In the above bar graph it is clear that person having age of 37 spend more amount spend followed by 19 years old age group.

In [None]:
#Comparing the product purchased based on gender by ploting bar graph
gender_product_purchased.plot(kind='bar')
plt.title("Product purchased by Male and Female",fontsize=14)
plt.xlabel('Gender')
plt.ylabel('Product Category')
plt.show()


## Recommendation


##### Analyze Monthly Fluctuations:
Since there have been fluctuation in totals from January 2023 to January 2024, it’s important to figure out what caused these changes. To understand the drivers of spikes, particularly in February 2023 and January 2024, it is necessary to take a close look at outside factors such as seasons, special sales, or economic events etc.

##### Identify Outliers and Events:
The significant spikes in February 2023 and January 2024 suggest potential outliers or events that may have influenced spending patterns. Check if these spikes are linked to things like marketing campaigns, sales, holidays, or changes in the economy. Understanding these events can help make better predictions and improve planning for future sales

#### Targeted Product Promotions by Gender:

##### Clothing as a Core Focus for Both Genders: 
Since both females (174 purchases) and males (177 purchases) show strong interest in Clothing, consider launching targeted, gender-specific Clothing promotions. Create personalized offers that appeal to the distinct preferences of each gender, potentially offering exclusive designs, seasonal collections, or discounts tailored to these customer groups.
Beauty Products for Female Shoppers:

##### Expand Beauty Offerings for Females: 
The slightly higher interest in Beauty products among females (166 purchases) presents an opportunity to introduce new beauty product lines, bundled deals, or exclusive beauty promotions aimed at female shoppers.
Electronics Engagement for Males:

##### Targeted Promotions for Males in Electronics:
Males showed significant interest in Electronics (172 purchases), which makes it a key area for growth. Consider special offers such as bundle deals, rewards, or flash sales in the Electronics category. Additionally, targeted marketing campaigns can be designed to highlight the latest tech products, gadgets, or seasonal promotions.

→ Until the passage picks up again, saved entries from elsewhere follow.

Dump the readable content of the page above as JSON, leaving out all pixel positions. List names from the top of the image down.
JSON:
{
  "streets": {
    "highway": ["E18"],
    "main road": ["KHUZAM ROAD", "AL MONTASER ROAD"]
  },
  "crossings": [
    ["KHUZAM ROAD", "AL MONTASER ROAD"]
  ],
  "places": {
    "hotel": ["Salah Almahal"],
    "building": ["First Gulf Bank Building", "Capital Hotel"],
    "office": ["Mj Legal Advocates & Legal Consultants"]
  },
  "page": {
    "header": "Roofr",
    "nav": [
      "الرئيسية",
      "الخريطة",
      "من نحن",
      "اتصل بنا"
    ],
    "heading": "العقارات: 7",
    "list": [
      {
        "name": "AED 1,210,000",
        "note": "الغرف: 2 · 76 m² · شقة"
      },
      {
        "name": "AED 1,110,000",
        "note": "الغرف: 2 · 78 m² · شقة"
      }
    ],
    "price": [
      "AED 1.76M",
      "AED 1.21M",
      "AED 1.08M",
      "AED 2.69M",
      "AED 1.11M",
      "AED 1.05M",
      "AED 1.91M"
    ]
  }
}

Overall, by giving cross-category promotion,it will encourage the customers to explore products in multiple categories such as Clothing, Beauty, and Electronics. For instance, offer a discount on Beauty products with a Clothing purchase or vice versa. Similarly, for males who purchase electronics, consider recommending complementary items from the Clothing category, promoting a wider range of products across gender-based preferences.

##### Continuous Monitoring and Trend Adjustments:
It is also important to regularly review sales data to adjust product offerings, promotions, and marketing strategies in response to emerging trends and customer preferences. As the data reveals that the treands gets fluctuates over time, which indicates that continuous monitoring of purchasing behaviours.

##### Adapt to Changing Purchasing Patterns: 
The data reveals that trends fluctuate over time, signaling the need for continuous monitoring of purchasing behaviors. Regularly review sales data to adjust product offerings, promotions, and marketing strategies in response to emerging trends and customer preferences. Utilize these insights to refine product assortments, inventory management, and marketing efforts for optimal engagement.
By applying these insights, businesses can better adjust their strategies to match changing customer preferences and market trends, leading to a more focused approach that boosts growth and enhances customer satisfaction.